**Work instruction**:
With the images removed, repeat the data below exactly.

**Data below**:
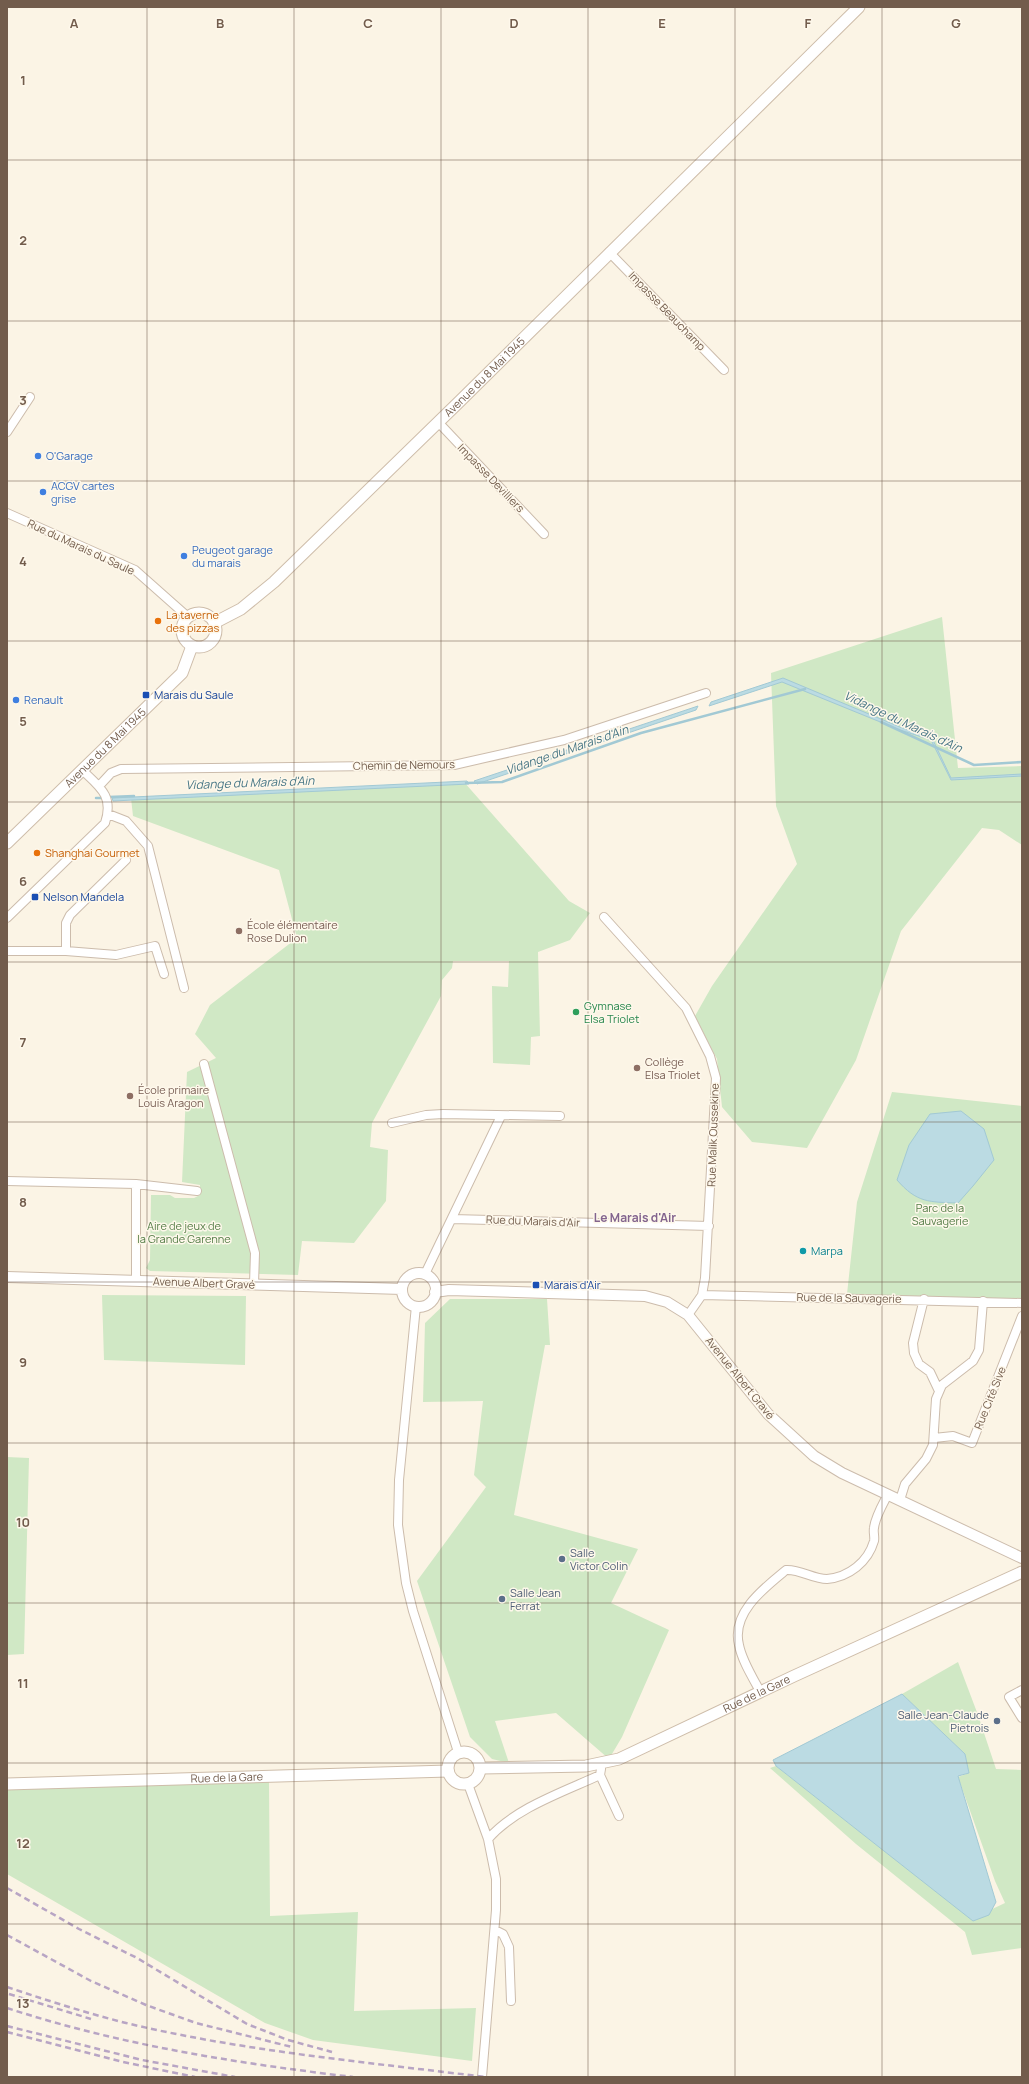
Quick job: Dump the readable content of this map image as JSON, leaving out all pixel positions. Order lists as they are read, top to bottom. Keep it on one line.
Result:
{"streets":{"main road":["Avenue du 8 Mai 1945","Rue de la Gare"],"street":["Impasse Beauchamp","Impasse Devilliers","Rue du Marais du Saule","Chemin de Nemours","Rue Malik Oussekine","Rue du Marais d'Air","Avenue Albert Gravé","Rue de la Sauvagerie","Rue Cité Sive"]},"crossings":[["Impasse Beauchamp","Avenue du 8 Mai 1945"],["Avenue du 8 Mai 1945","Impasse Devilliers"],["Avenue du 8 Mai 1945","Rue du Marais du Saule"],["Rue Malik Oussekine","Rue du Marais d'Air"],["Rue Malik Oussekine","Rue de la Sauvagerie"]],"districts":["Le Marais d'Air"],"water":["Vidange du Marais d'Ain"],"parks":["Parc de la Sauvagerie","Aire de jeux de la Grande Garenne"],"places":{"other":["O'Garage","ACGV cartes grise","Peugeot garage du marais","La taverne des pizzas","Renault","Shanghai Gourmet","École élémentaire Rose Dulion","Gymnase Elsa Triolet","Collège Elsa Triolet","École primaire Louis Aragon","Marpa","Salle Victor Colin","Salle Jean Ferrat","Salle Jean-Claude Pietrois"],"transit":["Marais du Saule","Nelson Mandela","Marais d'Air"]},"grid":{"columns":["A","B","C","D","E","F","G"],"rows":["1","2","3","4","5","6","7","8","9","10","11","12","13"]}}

**Reply to the task**:
Quick job: Dump the readable content of this map image as JSON, leaving out all pixel positions. Order lists as they are read, top to bottom. Keep it on one line.
Result:
{"streets":{"main road":["Avenue du 8 Mai 1945","Rue de la Gare"],"street":["Impasse Beauchamp","Impasse Devilliers","Rue du Marais du Saule","Chemin de Nemours","Rue Malik Oussekine","Rue du Marais d'Air","Avenue Albert Gravé","Rue de la Sauvagerie","Rue Cité Sive"]},"crossings":[["Impasse Beauchamp","Avenue du 8 Mai 1945"],["Avenue du 8 Mai 1945","Impasse Devilliers"],["Avenue du 8 Mai 1945","Rue du Marais du Saule"],["Rue Malik Oussekine","Rue du Marais d'Air"],["Rue Malik Oussekine","Rue de la Sauvagerie"]],"districts":["Le Marais d'Air"],"water":["Vidange du Marais d'Ain"],"parks":["Parc de la Sauvagerie","Aire de jeux de la Grande Garenne"],"places":{"other":["O'Garage","ACGV cartes grise","Peugeot garage du marais","La taverne des pizzas","Renault","Shanghai Gourmet","École élémentaire Rose Dulion","Gymnase Elsa Triolet","Collège Elsa Triolet","École primaire Louis Aragon","Marpa","Salle Victor Colin","Salle Jean Ferrat","Salle Jean-Claude Pietrois"],"transit":["Marais du Saule","Nelson Mandela","Marais d'Air"]},"grid":{"columns":["A","B","C","D","E","F","G"],"rows":["1","2","3","4","5","6","7","8","9","10","11","12","13"]}}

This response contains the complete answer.